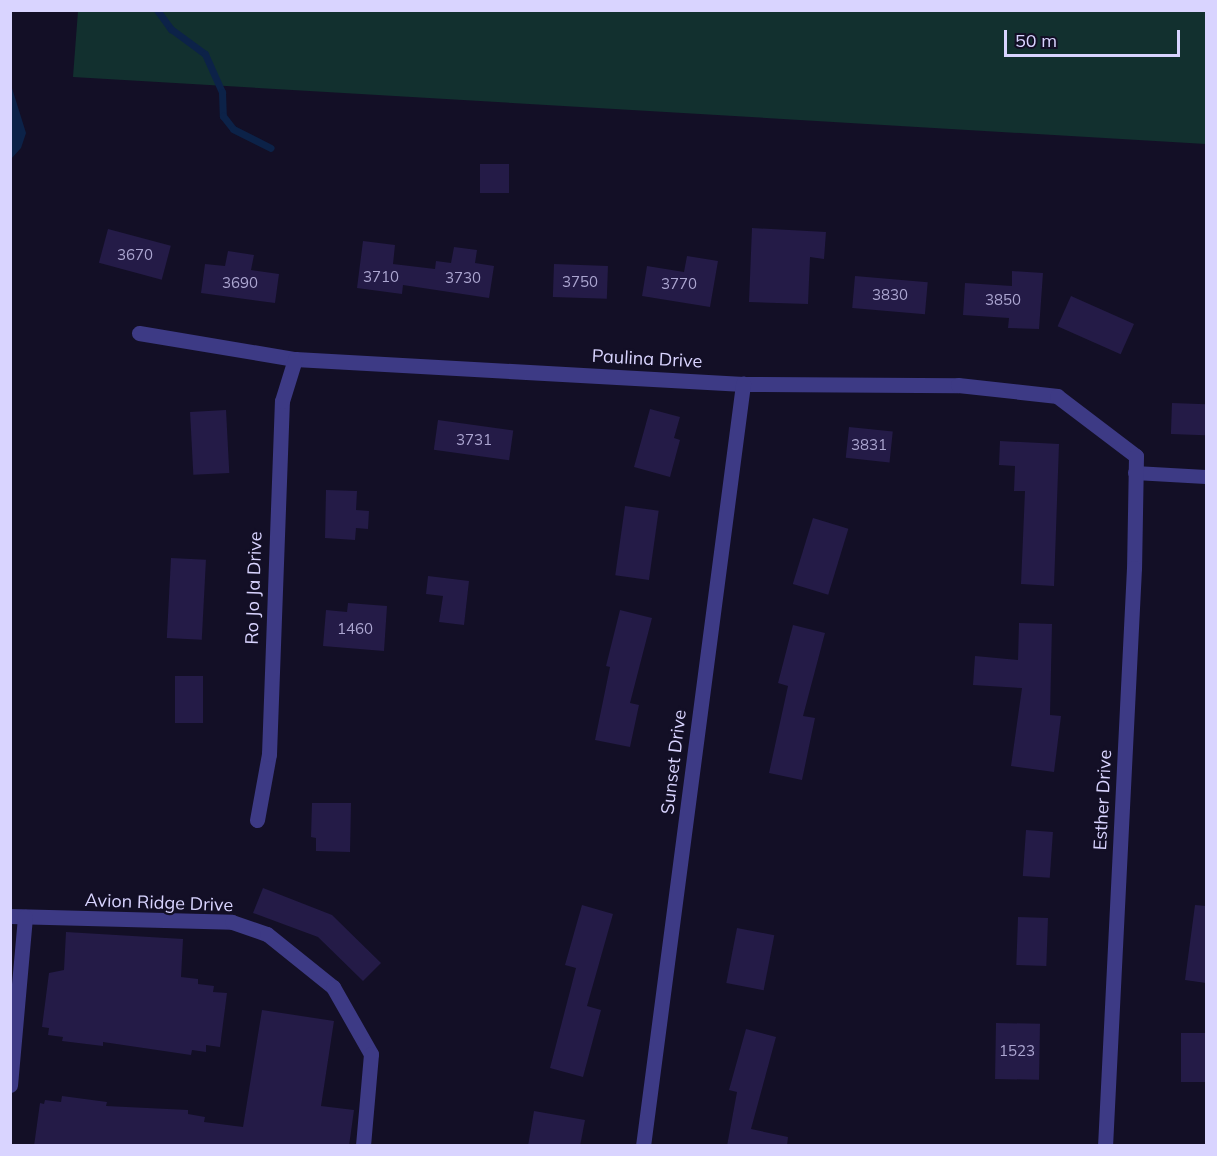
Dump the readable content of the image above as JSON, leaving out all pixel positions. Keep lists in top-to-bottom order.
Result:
{
  "streets": {
    "street": [
      "Paulina Drive",
      "Ro Jo Ja Drive",
      "Sunset Drive",
      "Esther Drive",
      "Avion Ridge Drive"
    ]
  },
  "crossings": [
    ["Paulina Drive", "Ro Jo Ja Drive"],
    ["Paulina Drive", "Sunset Drive"],
    ["Paulina Drive", "Esther Drive"]
  ],
  "house_numbers": [
    "3670",
    "3710",
    "3730",
    "3750",
    "3690",
    "3770",
    "3830",
    "3850",
    "3731",
    "3831",
    "1460",
    "1523"
  ],
  "scale_bar": "50 m"
}
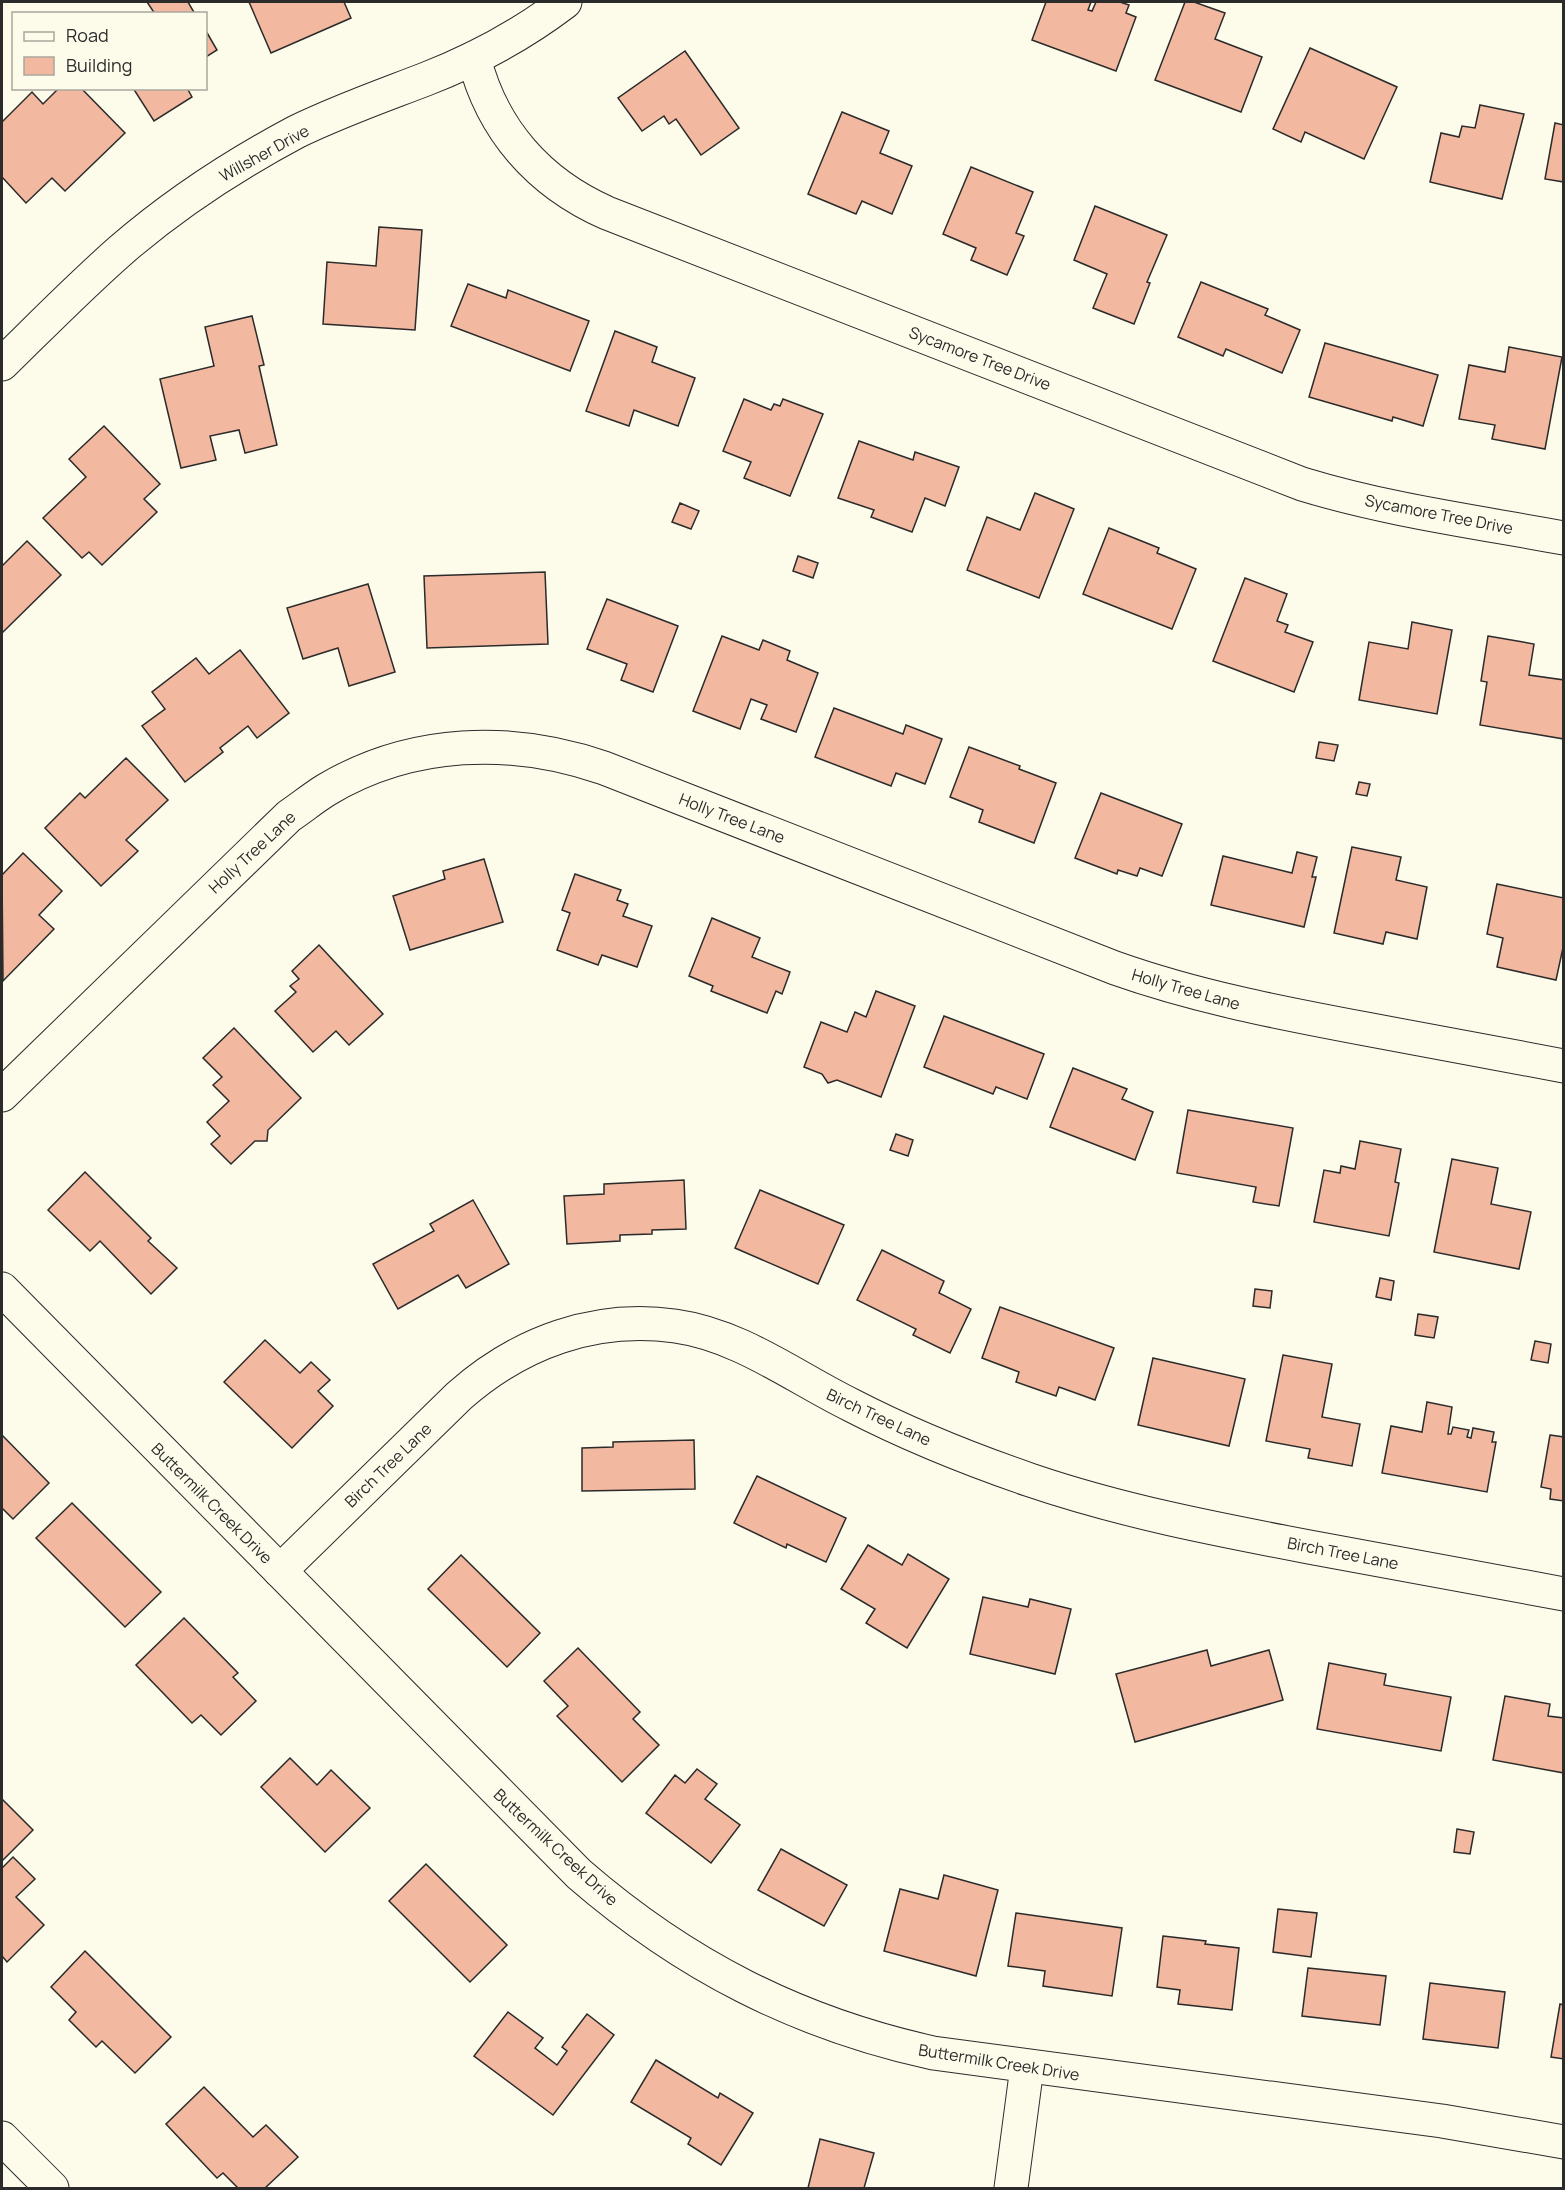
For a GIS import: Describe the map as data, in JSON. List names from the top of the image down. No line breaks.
{"streets":{"street":["Willsher Drive","Sycamore Tree Drive","Holly Tree Lane","Birch Tree Lane","Buttermilk Creek Drive"]},"crossings":[["Willsher Drive","Sycamore Tree Drive"],["Birch Tree Lane","Buttermilk Creek Drive"]],"legend":["Road","Building"]}
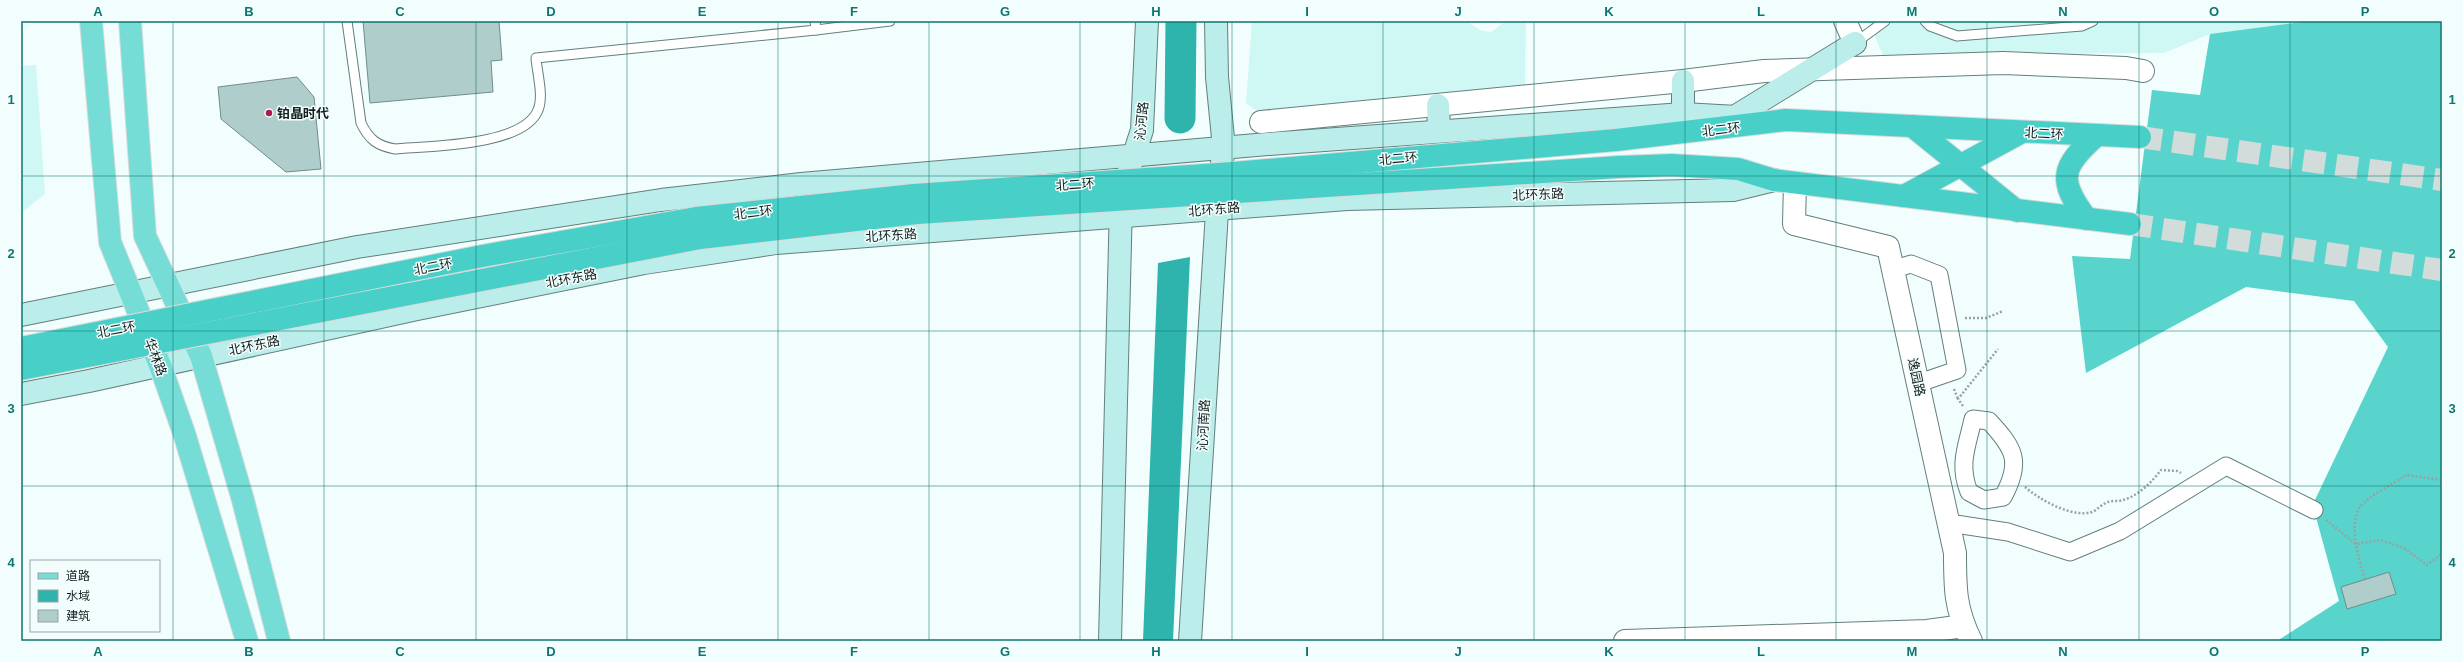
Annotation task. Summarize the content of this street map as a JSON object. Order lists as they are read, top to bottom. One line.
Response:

* _Task brief_
Repeat each entry exactly. Pictures do not belong in the copy.

* _Written answer_
Dump the readable content of the image above as JSON, leaving out all pixel positions. Keep lists in top-to-bottom order.
Result:
{
  "streets": {
    "street": [
      "Paulina Drive",
      "Ro Jo Ja Drive",
      "Sunset Drive",
      "Esther Drive",
      "Avion Ridge Drive"
    ]
  },
  "crossings": [
    ["Paulina Drive", "Ro Jo Ja Drive"],
    ["Paulina Drive", "Sunset Drive"],
    ["Paulina Drive", "Esther Drive"]
  ],
  "house_numbers": [
    "3670",
    "3710",
    "3730",
    "3750",
    "3690",
    "3770",
    "3830",
    "3850",
    "3731",
    "3831",
    "1460",
    "1523"
  ],
  "scale_bar": "50 m"
}
For a GIS import: Describe the map as data, in JSON. List names from the top of the image down. No line breaks.
{"streets":{"street":["Willsher Drive","Sycamore Tree Drive","Holly Tree Lane","Birch Tree Lane","Buttermilk Creek Drive"]},"crossings":[["Willsher Drive","Sycamore Tree Drive"],["Birch Tree Lane","Buttermilk Creek Drive"]],"legend":["Road","Building"]}
Annotation task. Summarize the content of this street map as a JSON object. Order lists as they are read, top to bottom. One line.
Response:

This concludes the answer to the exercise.